----- DATA FOR PROCESSING -----

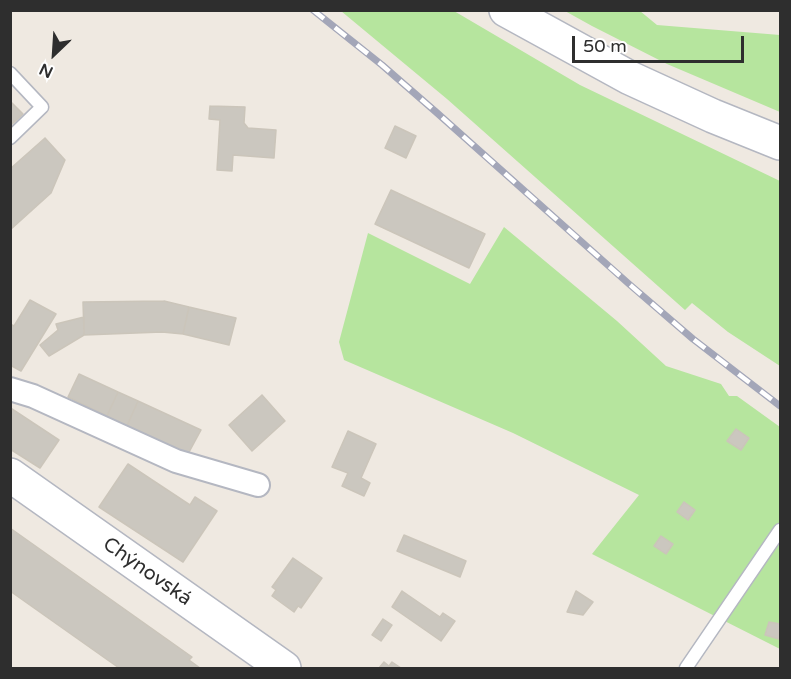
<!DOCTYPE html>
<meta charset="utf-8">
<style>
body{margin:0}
#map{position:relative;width:791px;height:679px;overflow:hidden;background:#efe9e1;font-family:"Varela Round",sans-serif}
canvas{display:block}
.frame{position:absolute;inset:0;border:12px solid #2e2e2e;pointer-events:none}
.north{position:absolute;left:24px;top:24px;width:60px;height:60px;-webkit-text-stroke:4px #fff;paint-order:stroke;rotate:205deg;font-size:16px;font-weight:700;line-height:24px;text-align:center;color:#2e2e2e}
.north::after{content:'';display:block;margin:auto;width:21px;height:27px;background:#2e2e2e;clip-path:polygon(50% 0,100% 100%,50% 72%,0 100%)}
.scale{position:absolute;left:572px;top:36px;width:172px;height:27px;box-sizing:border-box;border:3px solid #2e2e2e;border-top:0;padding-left:8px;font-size:18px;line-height:21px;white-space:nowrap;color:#2e2e2e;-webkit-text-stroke:4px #fff;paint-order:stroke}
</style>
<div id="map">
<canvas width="791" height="679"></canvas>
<div class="frame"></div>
<div class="north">N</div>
<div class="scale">50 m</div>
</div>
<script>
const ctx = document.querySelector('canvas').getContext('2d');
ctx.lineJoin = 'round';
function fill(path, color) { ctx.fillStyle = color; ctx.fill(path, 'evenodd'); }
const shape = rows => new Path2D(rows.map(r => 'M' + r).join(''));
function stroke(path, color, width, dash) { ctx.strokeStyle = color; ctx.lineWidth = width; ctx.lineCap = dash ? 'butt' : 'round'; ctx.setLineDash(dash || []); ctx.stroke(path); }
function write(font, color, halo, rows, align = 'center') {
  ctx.font = font + ' "Varela Round",sans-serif'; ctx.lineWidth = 4.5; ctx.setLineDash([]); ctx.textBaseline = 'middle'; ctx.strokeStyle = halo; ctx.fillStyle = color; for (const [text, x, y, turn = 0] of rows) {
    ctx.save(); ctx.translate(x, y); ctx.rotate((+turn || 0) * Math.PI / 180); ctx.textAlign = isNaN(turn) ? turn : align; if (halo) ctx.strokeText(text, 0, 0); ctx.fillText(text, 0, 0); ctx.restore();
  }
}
const green = shape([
 [341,11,454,11,580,85,780,181,780,366,728,332,692,303,685,310,447,99],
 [565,11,640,11,657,25,780,35,780,112,667,64,592,26],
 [504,227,617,321,666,366,721,384,729,396,737,396,780,427,780,649,592,554,639,495,513,433,344,360,339,342,368,233,470,284]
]);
const building = shape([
 [10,101,23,114,10,126,10,101],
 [210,106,245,107,244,123,248,128,276,130,274,158,233,155,232,171,217,170,220,120,209,119,210,106],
 [395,126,416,136,406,158,385,148,395,126],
 [45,138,65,160,51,193,10,230,10,169,45,138],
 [391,190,485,234,469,268,375,224,391,190],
 [30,300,56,314,21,371,10,365,10,324,14,326,30,300],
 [164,301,189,307,183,334,162,332,84,335,83,302,164,301],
 [189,307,236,318,229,345,183,334,189,307],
 [84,317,84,335,49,356,40,345,58,330,56,324,84,317],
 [79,374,118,392,107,416,68,397,79,374],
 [118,392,138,401,127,426,107,416,118,392],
 [262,395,285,421,252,451,229,425,262,395],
 [138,401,201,430,188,454,127,426,138,401],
 [12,409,59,440,40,468,10,449,10,412,12,409],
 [736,429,749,438,741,450,727,441,736,429],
 [348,431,376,444,361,478,370,483,364,496,342,486,348,473,332,467,348,431],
 [128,464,190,505,195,497,217,511,183,562,99,507,128,464],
 [684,502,695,510,688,520,677,512,684,502],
 [10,528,192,657,189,660,200,668,119,668,10,591,10,528],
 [404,535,466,561,460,577,397,551,404,535],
 [661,536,673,544,666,554,654,546,661,536],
 [293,558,322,578,301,608,298,606,294,612,272,596,276,590,272,587,293,558],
 [402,591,440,617,443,613,455,621,441,641,392,607,402,591],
 [576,591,593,602,583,615,567,612,576,591],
 [383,619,392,625,381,641,372,635,383,619],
 [769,622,780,624,779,639,765,635,769,622],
 [384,662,389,666,392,662,401,668,379,668,384,662]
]);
const lane = shape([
 [10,73,42,107,10,138],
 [686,668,780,530]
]);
const street = shape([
 [10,389,33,396,176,461,258,485]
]);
const secondary = shape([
 [506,10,630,78,713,116,780,143],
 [10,475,284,668]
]);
const rail = shape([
 [313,10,382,65,436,112,629,284,693,339,780,406]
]);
const streetNames = [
 ["Chýnovská",147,572,35]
];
fill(green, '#b6e59e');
fill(building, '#cbc7bf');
stroke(building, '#cbc5ba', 1.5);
stroke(lane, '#b4b7c1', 15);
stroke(street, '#b4b7c1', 26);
stroke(secondary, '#b4b7c1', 36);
stroke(lane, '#fff', 12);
stroke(street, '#fff', 22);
stroke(secondary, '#fff', 33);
stroke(rail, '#a3a6b8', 7);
stroke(rail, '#fff', 4.5, [14]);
write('20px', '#2e2e2e', '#fff', streetNames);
</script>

-----

- WHAT YOU HAVE TO DO: Copy each line of the listing above that includes the word "function".

- EXERCISE RESPONSE:
function fill(path, color) { ctx.fillStyle = color; ctx.fill(path, 'evenodd'); }
function stroke(path, color, width, dash) { ctx.strokeStyle = color; ctx.lineWidth = width; ctx.lineCap = dash ? 'butt' : 'round'; ctx.setLineDash(dash || []); ctx.stroke(path); }
function write(font, color, halo, rows, align = 'center') {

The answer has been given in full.